Dataset records -

*** Begin section ***

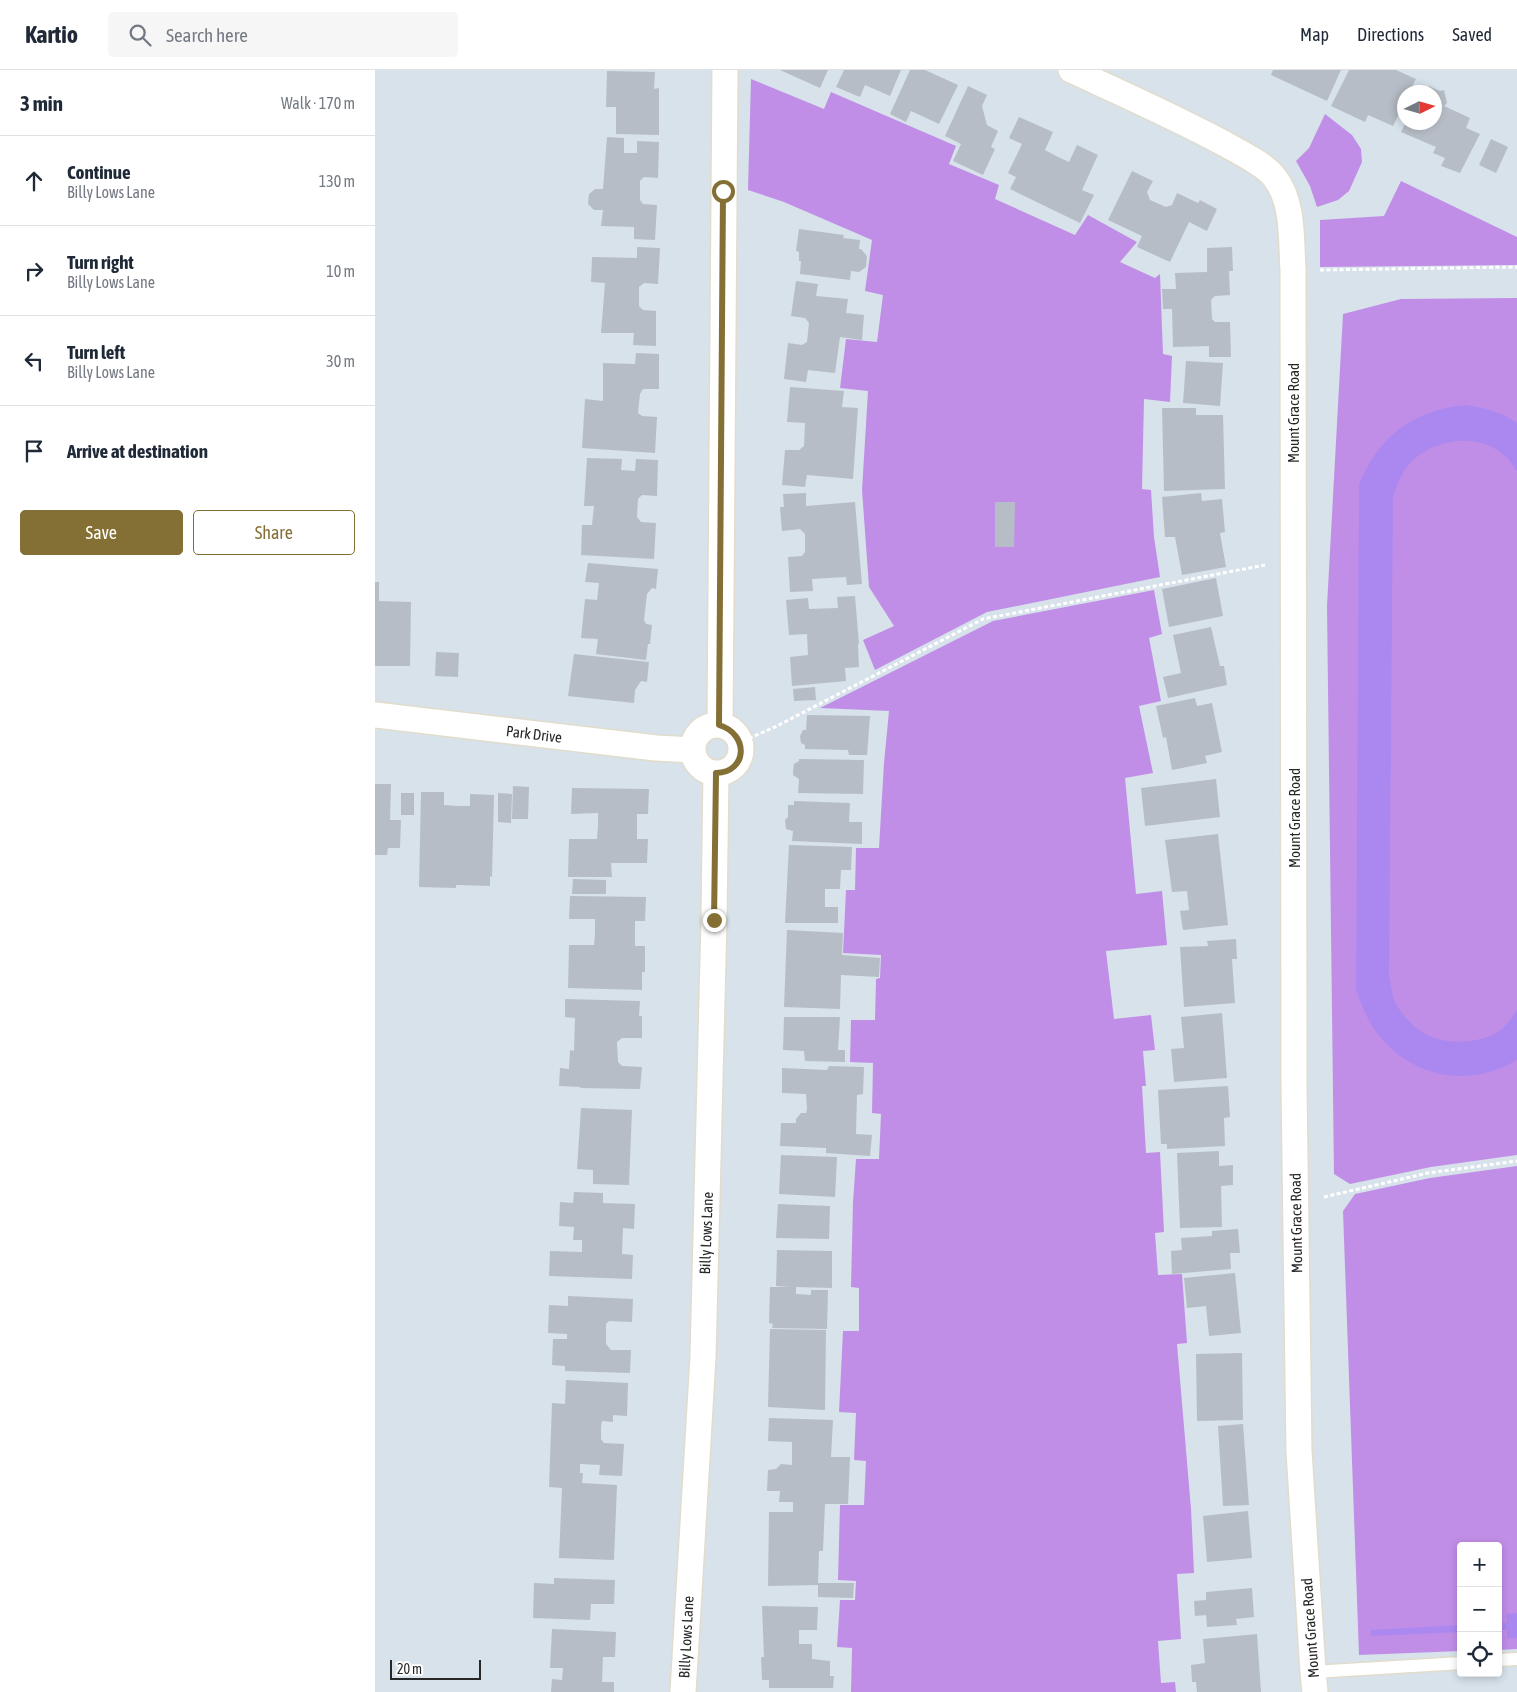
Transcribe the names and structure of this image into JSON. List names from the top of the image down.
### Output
{
  "streets": {
    "street": ["Mount Grace Road", "Park Drive", "Billy Lows Lane"]
  },
  "crossings": [
    ["Park Drive", "Billy Lows Lane"]
  ],
  "scale_bar": "20 m",
  "north": "right",
  "page": {
    "header": "Kartio",
    "search": "Search here",
    "nav": ["Map", "Directions", "Saved"],
    "heading": ["3 min", "Walk · 170 m"],
    "list": [
      ["Continue", "Billy Lows Lane", "130 m"],
      ["Turn right", "Billy Lows Lane", "10 m"],
      ["Turn left", "Billy Lows Lane", "30 m"],
      "Arrive at destination"
    ],
    "buttons": ["Save", "Share"],
    "map_buttons": ["+", "−"],
    "scale": "20 m"
  }
}
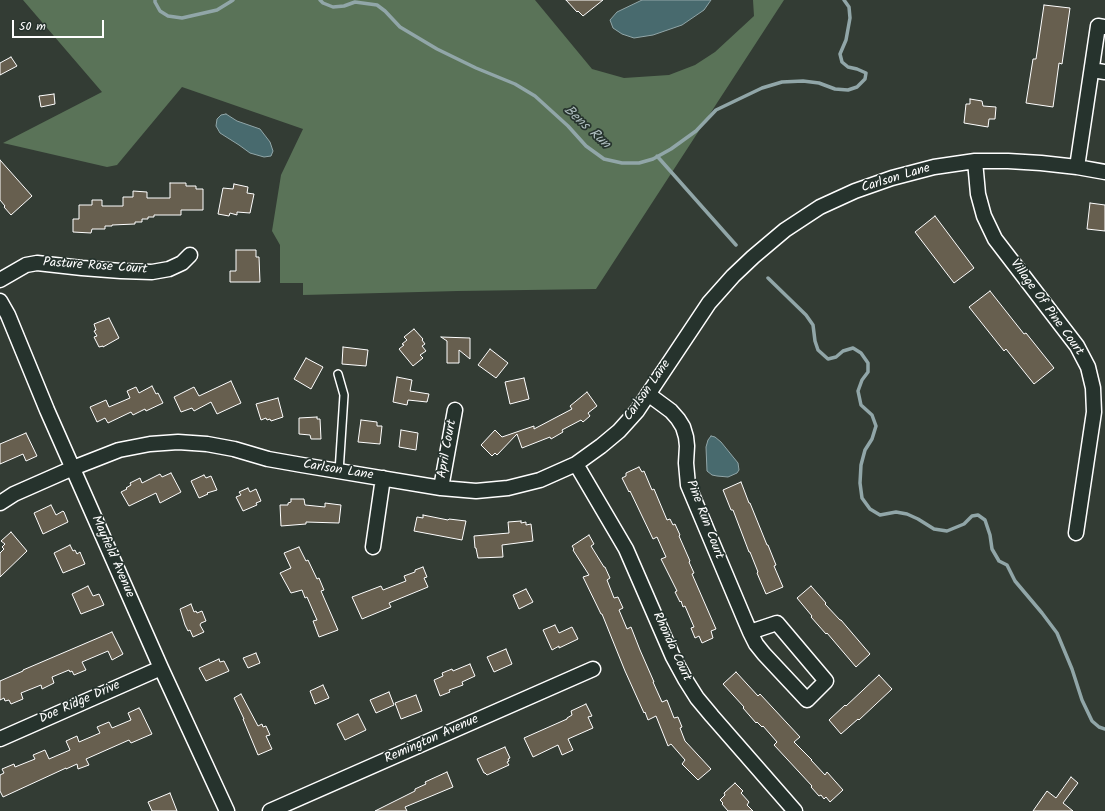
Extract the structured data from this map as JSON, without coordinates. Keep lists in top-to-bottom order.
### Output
{
  "streets": {
    "street": [
      "Carlson Lane",
      "Pasture Rose Court",
      "Village Of Pine Court",
      "April Court",
      "Pine Run Court",
      "Mayfield Avenue",
      "Rhonda Court",
      "Doe Ridge Drive",
      "Remington Avenue"
    ]
  },
  "crossings": [
    ["Carlson Lane", "Village Of Pine Court"],
    ["Carlson Lane", "April Court"],
    ["Carlson Lane", "Pine Run Court"],
    ["Carlson Lane", "Mayfield Avenue"],
    ["Carlson Lane", "Rhonda Court"],
    ["Mayfield Avenue", "Doe Ridge Drive"]
  ],
  "water": ["Bens Run"],
  "scale_bar": "50 m"
}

*** End section ***

About this exercise - Every line from the top of the entries through the line that holds "Extract the structured" is to be quoted exactly, please, and nothing else; omit the pictures.

Answer to the exercise -
Transcribe the names and structure of this image into JSON. List names from the top of the image down.
### Output
{
  "streets": {
    "street": ["Mount Grace Road", "Park Drive", "Billy Lows Lane"]
  },
  "crossings": [
    ["Park Drive", "Billy Lows Lane"]
  ],
  "scale_bar": "20 m",
  "north": "right",
  "page": {
    "header": "Kartio",
    "search": "Search here",
    "nav": ["Map", "Directions", "Saved"],
    "heading": ["3 min", "Walk · 170 m"],
    "list": [
      ["Continue", "Billy Lows Lane", "130 m"],
      ["Turn right", "Billy Lows Lane", "10 m"],
      ["Turn left", "Billy Lows Lane", "30 m"],
      "Arrive at destination"
    ],
    "buttons": ["Save", "Share"],
    "map_buttons": ["+", "−"],
    "scale": "20 m"
  }
}
Extract the structured data from this map as JSON, without coordinates. Keep lists in top-to-bottom order.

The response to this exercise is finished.